Tutti i governi, chi più e chi meno, sta indebitandosi a ritmi come poche volte nella loro storia, ma c’è il forte sospetto che servirà ben poco a sostenere le economie nel medio-lungo termine. I debiti si accumulano e i tassi di crescita perdono vigore. Nel decennio passato è accaduto esattamente questo, ovvero che l’aumento dei debiti sovrani nell’area sia stato in valore assoluto superiore a quello del pil nominale. E’ servito più di 1 euro del primo per aumentare di 1 euro il secondo. Nel decennio ancora precedente, il pil era cresciuto di 1,10 euro per ogni 1 euro di maggiore indebitamento.

Più cresce il debito pubblico, minore la sua efficacia. Evidentemente, il suo impatto netto su consumi e investimenti tende ad assottigliarsi. Da qui, probabilmente anche la riduzione dei costi di emissione, al netto dell’accomodamento monetario di Francoforte. Essendo divenuto meno capace di produrre ricchezza, è come se i governi si mostrassero disposti a tollerare minori costi per emetterlo, preferendo altrimenti optare per alternative di stimolo alla crescita, tra cui le riforme. Un po’ la spiegazione contraria a quella del rischio di azzardo morale a cui siamo portati spesso a pensare quando notiamo che bassi tassi tendano a favorire l’indebitamento.
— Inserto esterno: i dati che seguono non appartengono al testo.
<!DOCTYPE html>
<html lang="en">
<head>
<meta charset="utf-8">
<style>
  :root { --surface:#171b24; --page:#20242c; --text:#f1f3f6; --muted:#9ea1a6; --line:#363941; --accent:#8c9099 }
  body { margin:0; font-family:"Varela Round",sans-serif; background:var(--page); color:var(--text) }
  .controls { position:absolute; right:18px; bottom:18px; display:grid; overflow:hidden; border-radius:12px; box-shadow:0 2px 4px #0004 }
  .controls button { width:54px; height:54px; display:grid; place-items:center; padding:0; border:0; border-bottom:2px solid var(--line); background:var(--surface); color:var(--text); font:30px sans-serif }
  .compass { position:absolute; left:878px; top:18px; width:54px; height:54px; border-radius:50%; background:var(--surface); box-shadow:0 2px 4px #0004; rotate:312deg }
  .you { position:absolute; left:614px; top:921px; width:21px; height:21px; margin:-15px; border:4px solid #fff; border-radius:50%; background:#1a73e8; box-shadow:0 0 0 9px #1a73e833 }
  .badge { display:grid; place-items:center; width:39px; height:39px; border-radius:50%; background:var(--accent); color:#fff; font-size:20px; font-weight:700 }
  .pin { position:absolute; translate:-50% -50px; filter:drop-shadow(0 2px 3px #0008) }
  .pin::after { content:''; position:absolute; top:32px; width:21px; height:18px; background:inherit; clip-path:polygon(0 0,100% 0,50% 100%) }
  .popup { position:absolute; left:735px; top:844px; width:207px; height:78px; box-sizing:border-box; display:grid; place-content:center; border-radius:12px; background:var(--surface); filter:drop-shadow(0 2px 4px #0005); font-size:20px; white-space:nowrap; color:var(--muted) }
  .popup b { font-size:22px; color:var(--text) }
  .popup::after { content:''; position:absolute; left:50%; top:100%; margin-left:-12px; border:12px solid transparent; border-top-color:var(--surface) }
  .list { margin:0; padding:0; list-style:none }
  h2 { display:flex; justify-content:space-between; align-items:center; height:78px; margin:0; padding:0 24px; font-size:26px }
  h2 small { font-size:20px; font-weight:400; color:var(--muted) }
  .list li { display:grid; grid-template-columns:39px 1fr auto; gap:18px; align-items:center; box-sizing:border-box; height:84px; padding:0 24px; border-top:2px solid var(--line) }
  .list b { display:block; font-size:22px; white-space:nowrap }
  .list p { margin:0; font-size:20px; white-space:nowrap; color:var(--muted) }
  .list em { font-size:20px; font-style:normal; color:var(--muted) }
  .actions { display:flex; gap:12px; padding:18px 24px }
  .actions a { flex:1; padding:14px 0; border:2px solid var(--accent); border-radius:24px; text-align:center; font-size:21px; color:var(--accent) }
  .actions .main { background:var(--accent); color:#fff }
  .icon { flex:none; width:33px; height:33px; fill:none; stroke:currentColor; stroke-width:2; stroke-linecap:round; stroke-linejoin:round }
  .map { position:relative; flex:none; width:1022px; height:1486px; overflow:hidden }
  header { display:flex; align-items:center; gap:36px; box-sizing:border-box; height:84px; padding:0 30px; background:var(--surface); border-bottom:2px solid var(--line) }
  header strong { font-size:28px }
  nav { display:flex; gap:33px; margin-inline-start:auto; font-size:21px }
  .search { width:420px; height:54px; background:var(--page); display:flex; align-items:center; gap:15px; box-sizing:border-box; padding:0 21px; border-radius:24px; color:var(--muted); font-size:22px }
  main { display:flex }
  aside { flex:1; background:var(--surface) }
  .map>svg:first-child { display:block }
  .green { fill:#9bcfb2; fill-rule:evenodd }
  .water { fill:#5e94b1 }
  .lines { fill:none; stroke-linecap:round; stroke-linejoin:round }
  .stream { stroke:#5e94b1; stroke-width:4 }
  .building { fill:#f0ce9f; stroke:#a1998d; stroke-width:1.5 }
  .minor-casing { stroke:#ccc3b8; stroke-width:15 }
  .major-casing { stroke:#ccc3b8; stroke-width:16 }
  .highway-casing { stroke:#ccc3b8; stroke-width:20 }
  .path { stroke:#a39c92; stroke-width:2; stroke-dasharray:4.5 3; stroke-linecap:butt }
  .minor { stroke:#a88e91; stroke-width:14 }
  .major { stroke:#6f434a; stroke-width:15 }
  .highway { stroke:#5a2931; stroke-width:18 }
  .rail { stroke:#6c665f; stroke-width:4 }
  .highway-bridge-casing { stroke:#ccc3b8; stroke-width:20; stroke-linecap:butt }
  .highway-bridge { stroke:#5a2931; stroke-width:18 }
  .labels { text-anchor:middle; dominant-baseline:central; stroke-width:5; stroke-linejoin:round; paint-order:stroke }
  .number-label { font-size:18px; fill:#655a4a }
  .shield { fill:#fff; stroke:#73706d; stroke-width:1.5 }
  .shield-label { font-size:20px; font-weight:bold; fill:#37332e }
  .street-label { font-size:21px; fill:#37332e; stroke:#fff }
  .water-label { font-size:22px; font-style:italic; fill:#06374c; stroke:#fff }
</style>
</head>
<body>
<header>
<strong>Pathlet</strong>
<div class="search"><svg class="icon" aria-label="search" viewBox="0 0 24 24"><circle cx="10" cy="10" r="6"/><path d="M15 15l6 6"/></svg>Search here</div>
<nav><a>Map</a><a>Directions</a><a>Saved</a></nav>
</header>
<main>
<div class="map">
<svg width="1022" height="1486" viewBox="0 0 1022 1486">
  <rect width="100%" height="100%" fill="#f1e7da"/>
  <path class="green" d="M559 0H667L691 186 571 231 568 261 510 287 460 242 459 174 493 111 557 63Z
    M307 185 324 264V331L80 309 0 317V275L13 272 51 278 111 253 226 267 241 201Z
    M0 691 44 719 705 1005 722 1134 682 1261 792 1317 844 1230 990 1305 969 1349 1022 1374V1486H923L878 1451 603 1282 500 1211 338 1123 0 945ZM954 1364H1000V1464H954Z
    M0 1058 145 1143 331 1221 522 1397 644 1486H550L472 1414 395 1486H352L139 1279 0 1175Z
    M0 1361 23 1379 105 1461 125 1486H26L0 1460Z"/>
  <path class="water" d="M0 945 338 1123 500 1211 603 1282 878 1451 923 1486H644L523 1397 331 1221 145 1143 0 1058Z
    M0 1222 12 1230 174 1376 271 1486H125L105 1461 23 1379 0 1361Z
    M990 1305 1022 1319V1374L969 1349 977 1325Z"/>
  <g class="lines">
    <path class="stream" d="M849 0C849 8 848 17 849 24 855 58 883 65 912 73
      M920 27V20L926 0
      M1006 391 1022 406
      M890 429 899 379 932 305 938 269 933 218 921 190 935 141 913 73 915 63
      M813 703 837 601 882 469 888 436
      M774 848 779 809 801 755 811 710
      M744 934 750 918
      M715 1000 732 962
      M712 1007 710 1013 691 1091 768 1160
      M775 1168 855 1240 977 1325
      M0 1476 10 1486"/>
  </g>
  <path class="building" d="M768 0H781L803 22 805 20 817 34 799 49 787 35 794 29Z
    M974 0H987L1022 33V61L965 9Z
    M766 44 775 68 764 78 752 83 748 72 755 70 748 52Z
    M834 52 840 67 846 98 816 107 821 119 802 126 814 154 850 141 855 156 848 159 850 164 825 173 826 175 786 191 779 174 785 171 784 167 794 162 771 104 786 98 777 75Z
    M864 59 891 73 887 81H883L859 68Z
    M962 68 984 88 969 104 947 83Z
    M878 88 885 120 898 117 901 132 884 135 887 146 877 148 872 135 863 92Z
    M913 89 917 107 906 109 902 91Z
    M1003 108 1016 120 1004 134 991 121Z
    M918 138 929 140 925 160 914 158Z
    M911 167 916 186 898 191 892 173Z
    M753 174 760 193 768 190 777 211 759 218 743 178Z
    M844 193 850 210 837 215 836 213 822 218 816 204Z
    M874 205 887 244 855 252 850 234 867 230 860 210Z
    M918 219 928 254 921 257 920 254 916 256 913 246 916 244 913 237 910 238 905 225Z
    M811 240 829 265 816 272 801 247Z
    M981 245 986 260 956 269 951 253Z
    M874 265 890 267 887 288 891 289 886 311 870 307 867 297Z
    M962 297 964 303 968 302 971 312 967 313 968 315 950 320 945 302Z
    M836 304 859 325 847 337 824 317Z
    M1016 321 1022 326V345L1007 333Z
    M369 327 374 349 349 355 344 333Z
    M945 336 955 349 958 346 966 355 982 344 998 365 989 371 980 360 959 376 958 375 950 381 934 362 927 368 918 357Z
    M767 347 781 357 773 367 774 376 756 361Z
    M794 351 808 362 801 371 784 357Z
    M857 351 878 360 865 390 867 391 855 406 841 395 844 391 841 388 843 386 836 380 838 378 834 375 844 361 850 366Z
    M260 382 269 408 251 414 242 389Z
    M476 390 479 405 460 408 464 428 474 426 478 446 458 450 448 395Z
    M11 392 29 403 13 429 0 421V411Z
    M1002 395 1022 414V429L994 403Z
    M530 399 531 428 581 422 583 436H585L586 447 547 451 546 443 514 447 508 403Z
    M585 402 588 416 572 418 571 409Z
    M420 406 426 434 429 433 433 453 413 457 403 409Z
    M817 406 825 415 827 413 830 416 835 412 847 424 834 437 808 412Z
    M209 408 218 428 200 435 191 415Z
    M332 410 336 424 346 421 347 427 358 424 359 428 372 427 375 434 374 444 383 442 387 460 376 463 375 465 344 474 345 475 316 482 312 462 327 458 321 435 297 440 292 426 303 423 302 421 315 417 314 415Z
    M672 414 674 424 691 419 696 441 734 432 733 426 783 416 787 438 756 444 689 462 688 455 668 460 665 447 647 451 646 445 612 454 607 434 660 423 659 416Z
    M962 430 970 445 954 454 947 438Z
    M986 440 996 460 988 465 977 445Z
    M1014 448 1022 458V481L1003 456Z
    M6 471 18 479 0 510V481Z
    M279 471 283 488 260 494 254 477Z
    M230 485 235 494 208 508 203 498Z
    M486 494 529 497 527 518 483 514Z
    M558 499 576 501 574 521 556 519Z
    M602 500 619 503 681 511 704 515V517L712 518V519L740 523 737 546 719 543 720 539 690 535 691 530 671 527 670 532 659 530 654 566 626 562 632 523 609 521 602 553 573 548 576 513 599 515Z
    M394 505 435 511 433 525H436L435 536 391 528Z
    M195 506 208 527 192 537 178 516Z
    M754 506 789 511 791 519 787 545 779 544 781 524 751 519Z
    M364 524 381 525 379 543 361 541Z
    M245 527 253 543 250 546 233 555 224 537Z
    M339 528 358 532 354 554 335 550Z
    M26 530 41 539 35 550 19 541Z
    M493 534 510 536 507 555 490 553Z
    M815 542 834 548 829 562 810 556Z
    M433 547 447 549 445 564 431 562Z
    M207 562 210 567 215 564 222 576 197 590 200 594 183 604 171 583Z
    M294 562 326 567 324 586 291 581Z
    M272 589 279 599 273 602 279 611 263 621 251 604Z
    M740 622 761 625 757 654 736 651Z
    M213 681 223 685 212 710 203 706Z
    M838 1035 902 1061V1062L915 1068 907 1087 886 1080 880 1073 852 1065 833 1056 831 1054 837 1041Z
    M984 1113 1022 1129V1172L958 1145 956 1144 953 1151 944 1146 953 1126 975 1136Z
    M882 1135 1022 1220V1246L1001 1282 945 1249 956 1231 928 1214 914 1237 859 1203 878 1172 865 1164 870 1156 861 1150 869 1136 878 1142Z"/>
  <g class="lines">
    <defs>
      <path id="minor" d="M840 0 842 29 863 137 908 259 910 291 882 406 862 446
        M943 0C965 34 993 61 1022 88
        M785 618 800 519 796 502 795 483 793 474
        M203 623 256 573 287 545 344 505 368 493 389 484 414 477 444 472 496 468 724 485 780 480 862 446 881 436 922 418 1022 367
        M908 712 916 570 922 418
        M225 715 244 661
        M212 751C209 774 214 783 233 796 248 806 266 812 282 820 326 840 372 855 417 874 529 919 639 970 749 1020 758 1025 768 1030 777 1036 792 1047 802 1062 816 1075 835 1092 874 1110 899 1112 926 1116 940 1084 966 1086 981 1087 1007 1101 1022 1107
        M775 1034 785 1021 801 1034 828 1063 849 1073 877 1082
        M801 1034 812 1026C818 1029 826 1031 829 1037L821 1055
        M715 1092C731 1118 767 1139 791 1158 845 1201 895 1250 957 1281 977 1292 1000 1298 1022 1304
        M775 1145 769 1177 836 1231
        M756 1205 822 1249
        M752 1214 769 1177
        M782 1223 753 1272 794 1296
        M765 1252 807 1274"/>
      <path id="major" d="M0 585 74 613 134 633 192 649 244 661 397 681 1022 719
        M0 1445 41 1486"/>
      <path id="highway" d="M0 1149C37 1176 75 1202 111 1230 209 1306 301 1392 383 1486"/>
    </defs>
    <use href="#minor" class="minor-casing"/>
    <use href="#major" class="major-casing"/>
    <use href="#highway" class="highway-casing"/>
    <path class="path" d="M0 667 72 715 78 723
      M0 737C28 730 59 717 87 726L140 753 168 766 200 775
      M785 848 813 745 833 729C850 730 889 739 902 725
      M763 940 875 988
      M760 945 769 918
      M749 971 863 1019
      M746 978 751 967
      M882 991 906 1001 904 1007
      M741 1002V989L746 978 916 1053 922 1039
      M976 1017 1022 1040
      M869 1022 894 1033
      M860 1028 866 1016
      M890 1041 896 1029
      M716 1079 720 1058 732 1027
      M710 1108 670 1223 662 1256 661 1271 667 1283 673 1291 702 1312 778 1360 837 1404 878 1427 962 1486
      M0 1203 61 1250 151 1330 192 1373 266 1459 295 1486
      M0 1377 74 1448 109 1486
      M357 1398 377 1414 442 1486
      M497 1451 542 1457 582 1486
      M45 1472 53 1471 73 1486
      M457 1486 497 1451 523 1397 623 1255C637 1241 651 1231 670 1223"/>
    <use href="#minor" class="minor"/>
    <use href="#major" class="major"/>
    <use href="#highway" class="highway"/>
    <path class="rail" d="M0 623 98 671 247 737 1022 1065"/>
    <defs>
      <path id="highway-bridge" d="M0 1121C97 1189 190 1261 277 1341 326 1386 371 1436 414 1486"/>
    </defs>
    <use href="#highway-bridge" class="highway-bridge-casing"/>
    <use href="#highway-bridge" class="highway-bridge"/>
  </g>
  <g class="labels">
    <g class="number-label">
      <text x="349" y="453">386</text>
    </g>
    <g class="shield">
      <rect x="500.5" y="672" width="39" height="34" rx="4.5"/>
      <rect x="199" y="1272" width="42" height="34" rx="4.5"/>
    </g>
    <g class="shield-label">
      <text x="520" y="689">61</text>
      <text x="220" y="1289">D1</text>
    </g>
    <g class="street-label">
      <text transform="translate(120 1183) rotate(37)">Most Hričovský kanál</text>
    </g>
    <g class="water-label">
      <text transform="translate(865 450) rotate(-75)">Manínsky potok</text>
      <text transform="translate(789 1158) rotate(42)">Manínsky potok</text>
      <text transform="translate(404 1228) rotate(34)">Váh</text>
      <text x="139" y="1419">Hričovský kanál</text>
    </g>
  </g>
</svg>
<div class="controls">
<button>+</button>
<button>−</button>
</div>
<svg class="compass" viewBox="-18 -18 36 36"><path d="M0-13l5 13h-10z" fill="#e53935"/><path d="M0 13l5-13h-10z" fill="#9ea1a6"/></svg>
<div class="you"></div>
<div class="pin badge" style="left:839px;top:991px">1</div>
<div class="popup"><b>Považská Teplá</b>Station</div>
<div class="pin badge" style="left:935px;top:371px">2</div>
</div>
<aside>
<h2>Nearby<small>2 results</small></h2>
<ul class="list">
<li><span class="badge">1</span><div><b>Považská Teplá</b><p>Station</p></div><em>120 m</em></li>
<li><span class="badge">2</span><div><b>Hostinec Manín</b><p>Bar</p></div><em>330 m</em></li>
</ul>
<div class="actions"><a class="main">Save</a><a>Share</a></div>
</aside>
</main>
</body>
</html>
La spirale perversa tra debito e tassi

E se fosse proprio questa seconda spiegazione ad avere senso? I tassi bassi avrebbero finito, cioè, per rendere il debito pubblico troppo a buon mercato per i governi, con la conseguenza che spesso questi lo emettono per finanziare voci di spesa dalla dubbia qualità.

Anziché investimenti pubblici, propendono per misure più immediatamente popolari, come il sostegno diretto ai redditi, ma con ciò rendendo meno efficace l’impatto del nuovo indebitamento sulla crescita di medio-lungo periodo.

Lo stesso fatto che i tassi d’inflazione non ne vogliano sentire di risalire sarebbe sintomatico di tale problema. Per quanto le banche centrali di mezzo mondo stampino moneta da oltre un decennio, “drogando” il mercato con tassi reali spesso nettamente negativi, la crescita dei prezzi rimane stagnante, segno che la maggiore liquidità iniettata non entri in circolazione sui mercati dei beni e dei servizi, restando confinata alla sfera finanziaria, quella percepita a maggiore tasso di crescita in termini di valore.

La bassa inflazione a sua volta aggrava il quadro macro complessivo, aumentando il peso dei debiti in un’ottica di lungo periodo e per contrastare il quale le banche centrali stanno da anni potenziando gli stimoli, tenendo bassi i tassi, finendo per mandare i rendimenti obbligazionari in territorio negativo sui mercati avanzati. Solo così, i costi di rifinanziamento del debito vengono tenuti sotto controllo, nonostante il rapporto debito/pil tenda a crescere un po’ ovunque sia per i disavanzi fiscali, sia per la bassa crescita economica. Siamo finiti in un “loop” di cui non si vede la fine. La BCE ha dovuto pian piano smentire tutti i cardini della sua impostazione monetaria prescritta nei Trattati per non rischiare la crisi irreversibile dell’euro e a breve monetizzerà piuttosto formalmente almeno quel primo 60% di debiti sovrani degli stati, che è la quota di riferimento a cui i governi dovrebbero tendere nei decenni, secondo il Fiscal Compact.